For their part, LPs are actively managing their portfolios today “in a way that they wouldn’t have 10 years ago”.

Both Rowe and McCloskey said knowledge sharing among the limited partner community had a big role to play.

“It would be naïve of us to think that we could have a deep understanding of a market in Asia or in Europe stand-alone, so it’s important for us to have a network, it’s important for us to have fellow smart investors. And if they’re LPs working with the same GP, that’s awesome for us,” Rowe said.

“It’s a very competitive industry out there and I think the pension plans and the sovereign wealth funds do want to make sure that we’re thinking about things in a manner that hopefully none of us is being overly naïve.”

McCloskey added that family offices tend to be under-resourced from a human resources perspective, so knowledge sharing is a good way to plug the gap. “We believe in strength in numbers too.

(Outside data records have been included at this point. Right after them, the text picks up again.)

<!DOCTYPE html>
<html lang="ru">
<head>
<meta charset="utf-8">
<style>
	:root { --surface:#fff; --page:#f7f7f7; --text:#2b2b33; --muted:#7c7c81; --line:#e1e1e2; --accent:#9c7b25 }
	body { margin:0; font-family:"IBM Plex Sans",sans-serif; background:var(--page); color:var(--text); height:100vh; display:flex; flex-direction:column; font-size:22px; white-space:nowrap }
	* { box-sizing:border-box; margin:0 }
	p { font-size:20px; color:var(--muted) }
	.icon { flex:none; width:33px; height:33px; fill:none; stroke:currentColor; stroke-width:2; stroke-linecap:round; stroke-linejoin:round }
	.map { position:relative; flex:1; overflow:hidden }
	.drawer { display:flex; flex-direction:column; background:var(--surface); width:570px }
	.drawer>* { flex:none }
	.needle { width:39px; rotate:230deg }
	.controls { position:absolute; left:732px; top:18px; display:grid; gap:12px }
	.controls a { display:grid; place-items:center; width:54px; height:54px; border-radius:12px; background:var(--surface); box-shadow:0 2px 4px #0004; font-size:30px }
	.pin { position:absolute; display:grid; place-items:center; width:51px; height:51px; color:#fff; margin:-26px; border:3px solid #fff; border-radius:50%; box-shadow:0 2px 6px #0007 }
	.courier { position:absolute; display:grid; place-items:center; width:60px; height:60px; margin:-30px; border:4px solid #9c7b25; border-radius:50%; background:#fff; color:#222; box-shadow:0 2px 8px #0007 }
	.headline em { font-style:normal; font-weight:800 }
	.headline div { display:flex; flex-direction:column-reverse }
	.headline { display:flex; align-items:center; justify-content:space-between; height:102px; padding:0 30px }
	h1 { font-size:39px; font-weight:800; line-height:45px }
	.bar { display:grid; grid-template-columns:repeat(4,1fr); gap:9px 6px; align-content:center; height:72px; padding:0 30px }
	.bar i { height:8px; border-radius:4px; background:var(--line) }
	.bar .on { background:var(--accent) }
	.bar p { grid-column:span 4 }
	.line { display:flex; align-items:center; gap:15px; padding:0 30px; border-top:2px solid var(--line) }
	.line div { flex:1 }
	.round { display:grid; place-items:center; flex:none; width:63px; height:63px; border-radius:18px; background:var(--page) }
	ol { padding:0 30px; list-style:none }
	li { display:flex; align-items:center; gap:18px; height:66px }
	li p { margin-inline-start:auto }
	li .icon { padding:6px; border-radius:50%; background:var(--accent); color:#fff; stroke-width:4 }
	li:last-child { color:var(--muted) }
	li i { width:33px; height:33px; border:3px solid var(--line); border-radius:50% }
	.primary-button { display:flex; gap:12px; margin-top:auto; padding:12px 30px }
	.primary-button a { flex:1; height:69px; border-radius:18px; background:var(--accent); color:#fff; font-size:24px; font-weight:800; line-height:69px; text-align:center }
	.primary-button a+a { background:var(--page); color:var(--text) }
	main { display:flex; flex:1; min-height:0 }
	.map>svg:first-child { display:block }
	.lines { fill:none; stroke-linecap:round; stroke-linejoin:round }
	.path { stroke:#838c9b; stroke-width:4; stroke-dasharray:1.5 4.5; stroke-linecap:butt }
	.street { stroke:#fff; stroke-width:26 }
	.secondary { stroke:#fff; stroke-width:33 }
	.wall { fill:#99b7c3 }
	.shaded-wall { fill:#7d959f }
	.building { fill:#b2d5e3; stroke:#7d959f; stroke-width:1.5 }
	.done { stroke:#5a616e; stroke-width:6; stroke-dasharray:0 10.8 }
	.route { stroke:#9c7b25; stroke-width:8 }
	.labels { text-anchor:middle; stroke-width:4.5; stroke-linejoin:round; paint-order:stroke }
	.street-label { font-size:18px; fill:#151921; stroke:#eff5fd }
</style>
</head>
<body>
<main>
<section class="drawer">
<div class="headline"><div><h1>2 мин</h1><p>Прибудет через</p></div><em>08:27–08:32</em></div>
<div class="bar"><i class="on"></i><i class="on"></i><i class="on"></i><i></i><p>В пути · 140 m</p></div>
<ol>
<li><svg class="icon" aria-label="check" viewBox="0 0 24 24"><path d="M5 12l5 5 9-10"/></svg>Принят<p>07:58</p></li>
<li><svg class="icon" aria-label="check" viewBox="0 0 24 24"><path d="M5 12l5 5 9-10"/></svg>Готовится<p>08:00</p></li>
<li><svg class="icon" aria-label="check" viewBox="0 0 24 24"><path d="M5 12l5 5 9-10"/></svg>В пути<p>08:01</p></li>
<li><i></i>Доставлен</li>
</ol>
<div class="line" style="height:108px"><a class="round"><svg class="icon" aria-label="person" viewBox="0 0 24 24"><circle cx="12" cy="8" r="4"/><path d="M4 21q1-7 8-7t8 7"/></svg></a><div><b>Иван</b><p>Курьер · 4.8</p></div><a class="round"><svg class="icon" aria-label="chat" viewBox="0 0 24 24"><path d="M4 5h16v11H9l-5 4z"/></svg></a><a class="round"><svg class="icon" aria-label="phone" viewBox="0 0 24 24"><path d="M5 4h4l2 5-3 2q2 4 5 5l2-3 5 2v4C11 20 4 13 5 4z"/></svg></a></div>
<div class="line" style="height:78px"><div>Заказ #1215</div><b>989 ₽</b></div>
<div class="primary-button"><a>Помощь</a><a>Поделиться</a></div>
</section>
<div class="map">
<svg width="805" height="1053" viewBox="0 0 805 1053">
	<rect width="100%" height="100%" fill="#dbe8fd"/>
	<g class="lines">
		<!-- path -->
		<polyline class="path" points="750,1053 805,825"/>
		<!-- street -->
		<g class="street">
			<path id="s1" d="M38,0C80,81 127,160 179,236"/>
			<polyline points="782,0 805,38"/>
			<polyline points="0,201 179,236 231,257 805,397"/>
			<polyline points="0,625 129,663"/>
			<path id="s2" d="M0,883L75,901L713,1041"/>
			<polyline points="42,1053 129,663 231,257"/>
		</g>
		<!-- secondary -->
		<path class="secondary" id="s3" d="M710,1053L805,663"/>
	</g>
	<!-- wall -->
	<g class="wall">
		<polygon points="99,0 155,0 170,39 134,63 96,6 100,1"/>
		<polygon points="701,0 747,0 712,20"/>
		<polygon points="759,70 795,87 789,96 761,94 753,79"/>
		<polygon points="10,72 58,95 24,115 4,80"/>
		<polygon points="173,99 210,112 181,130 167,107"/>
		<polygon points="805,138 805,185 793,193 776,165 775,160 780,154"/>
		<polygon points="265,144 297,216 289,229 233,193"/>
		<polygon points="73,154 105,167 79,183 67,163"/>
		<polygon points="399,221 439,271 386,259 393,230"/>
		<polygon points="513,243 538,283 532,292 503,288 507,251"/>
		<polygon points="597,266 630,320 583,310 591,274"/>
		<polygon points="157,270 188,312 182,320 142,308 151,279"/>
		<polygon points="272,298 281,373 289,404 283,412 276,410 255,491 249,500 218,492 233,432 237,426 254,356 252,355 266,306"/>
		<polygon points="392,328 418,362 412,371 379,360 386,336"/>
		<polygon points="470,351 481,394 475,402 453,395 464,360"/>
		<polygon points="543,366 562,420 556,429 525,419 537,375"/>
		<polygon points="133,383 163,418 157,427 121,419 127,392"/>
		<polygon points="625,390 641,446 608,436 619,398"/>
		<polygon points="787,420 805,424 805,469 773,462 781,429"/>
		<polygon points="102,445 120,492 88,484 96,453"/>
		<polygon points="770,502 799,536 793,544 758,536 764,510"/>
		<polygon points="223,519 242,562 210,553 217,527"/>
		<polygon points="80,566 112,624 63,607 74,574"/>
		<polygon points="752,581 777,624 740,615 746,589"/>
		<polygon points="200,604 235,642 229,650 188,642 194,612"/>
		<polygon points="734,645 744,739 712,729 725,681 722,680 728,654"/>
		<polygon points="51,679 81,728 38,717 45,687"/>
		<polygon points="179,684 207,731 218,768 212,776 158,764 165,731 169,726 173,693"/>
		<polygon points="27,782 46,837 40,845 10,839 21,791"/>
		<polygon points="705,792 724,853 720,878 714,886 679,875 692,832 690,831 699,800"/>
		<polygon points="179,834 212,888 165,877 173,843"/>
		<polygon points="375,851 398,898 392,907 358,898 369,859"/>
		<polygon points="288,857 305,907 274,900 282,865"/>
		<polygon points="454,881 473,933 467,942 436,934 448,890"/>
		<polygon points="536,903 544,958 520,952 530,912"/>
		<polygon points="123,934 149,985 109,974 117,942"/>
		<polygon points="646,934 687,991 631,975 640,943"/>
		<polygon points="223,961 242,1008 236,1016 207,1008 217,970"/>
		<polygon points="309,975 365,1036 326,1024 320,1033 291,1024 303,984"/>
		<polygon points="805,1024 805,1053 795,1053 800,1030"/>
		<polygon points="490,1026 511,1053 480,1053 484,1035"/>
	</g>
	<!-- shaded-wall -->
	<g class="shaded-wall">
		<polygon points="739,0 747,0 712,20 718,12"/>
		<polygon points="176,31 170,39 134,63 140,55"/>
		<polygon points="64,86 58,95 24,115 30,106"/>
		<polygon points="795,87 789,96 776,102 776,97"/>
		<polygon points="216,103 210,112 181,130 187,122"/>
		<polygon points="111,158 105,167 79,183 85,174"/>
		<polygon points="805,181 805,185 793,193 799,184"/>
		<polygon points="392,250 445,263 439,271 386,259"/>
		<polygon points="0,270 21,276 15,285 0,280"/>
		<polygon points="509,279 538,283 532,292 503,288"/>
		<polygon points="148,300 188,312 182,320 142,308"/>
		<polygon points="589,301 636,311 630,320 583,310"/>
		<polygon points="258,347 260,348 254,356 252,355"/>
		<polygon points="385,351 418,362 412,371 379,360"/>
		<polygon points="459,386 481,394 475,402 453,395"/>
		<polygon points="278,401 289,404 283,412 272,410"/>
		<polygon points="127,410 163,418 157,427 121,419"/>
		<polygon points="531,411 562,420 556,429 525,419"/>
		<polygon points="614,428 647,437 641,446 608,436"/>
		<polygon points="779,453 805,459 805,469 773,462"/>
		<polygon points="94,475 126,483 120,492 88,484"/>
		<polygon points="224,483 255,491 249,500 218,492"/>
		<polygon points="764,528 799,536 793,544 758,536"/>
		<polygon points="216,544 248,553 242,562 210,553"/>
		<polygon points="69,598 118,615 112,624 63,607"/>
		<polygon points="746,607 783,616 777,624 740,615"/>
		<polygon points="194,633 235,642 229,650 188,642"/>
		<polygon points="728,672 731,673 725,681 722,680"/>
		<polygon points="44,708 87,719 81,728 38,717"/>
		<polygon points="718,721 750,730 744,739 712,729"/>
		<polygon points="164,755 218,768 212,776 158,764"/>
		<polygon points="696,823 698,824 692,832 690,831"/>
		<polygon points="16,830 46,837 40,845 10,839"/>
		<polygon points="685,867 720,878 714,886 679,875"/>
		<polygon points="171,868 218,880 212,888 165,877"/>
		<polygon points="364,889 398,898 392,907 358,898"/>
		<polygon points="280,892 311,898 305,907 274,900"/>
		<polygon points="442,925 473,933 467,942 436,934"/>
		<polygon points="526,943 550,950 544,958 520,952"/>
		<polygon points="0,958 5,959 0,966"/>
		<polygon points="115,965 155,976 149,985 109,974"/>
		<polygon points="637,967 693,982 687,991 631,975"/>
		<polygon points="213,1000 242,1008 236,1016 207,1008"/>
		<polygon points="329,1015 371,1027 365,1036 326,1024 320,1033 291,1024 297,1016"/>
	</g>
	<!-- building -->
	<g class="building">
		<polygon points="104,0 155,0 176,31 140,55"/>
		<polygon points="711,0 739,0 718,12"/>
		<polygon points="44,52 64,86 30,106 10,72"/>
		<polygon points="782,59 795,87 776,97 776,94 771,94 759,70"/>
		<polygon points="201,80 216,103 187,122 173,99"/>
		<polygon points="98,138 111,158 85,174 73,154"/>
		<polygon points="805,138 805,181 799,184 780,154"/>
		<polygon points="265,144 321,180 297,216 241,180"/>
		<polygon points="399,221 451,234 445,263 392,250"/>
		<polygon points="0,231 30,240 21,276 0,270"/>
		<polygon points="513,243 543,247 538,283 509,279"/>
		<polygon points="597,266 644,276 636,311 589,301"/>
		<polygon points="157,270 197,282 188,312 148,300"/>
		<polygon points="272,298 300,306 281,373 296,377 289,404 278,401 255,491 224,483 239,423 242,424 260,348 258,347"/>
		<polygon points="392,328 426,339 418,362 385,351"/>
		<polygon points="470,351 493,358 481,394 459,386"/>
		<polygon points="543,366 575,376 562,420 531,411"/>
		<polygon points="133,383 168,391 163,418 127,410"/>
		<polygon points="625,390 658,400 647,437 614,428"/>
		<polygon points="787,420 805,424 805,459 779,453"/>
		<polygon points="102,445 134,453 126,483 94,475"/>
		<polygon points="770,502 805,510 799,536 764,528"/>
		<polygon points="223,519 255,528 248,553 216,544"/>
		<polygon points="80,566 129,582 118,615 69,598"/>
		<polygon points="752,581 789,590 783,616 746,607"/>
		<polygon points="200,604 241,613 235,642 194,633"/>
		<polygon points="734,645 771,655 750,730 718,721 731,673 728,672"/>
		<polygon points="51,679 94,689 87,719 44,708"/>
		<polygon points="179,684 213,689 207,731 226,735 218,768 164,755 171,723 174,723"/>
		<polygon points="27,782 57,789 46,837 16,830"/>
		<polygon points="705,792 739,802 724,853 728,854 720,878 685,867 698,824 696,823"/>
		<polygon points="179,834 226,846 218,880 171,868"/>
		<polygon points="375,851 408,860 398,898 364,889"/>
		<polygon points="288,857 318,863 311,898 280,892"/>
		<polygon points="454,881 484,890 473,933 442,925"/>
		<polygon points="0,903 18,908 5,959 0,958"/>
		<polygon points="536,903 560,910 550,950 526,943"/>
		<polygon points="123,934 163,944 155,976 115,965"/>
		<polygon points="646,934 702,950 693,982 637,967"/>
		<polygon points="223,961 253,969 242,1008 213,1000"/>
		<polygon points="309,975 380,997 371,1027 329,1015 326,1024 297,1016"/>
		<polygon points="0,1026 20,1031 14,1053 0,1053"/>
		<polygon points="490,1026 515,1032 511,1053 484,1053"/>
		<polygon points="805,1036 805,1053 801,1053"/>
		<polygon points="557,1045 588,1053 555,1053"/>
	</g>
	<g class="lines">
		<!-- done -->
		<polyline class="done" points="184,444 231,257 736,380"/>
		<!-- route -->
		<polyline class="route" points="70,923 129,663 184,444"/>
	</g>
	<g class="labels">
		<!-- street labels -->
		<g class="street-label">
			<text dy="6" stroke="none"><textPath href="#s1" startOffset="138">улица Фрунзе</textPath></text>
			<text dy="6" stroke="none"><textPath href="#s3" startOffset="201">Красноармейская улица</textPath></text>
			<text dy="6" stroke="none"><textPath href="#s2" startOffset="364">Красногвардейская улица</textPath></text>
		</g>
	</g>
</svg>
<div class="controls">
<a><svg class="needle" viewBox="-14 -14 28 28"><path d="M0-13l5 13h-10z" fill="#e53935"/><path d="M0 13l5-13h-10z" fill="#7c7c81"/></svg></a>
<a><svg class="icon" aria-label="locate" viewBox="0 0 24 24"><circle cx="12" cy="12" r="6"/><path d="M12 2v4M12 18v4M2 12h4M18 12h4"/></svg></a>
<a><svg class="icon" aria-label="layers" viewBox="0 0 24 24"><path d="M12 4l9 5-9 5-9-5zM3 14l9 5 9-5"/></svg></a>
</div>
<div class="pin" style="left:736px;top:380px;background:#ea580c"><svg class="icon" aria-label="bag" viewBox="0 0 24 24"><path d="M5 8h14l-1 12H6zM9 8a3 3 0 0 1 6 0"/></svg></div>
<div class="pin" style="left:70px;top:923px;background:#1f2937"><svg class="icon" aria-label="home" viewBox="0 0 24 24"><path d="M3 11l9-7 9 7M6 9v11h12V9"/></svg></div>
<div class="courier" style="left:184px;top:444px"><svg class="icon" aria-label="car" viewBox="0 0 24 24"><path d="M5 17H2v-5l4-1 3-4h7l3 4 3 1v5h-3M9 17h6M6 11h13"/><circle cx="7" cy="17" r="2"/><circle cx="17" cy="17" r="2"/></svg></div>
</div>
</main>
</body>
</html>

Groups like ours, we’re pretty under-resourced from a human resource perspective and that’s on purpose, as are many other family groups. The capital’s there, so we share a lot. The more we share the better.”

“Of the seven investments we’ve made I think we’ve co-invested with other families in all of them,” he said. “When things are going well you can work together to make sure they go well, and when things aren’t going as well you can divide and conquer and figure things out together.”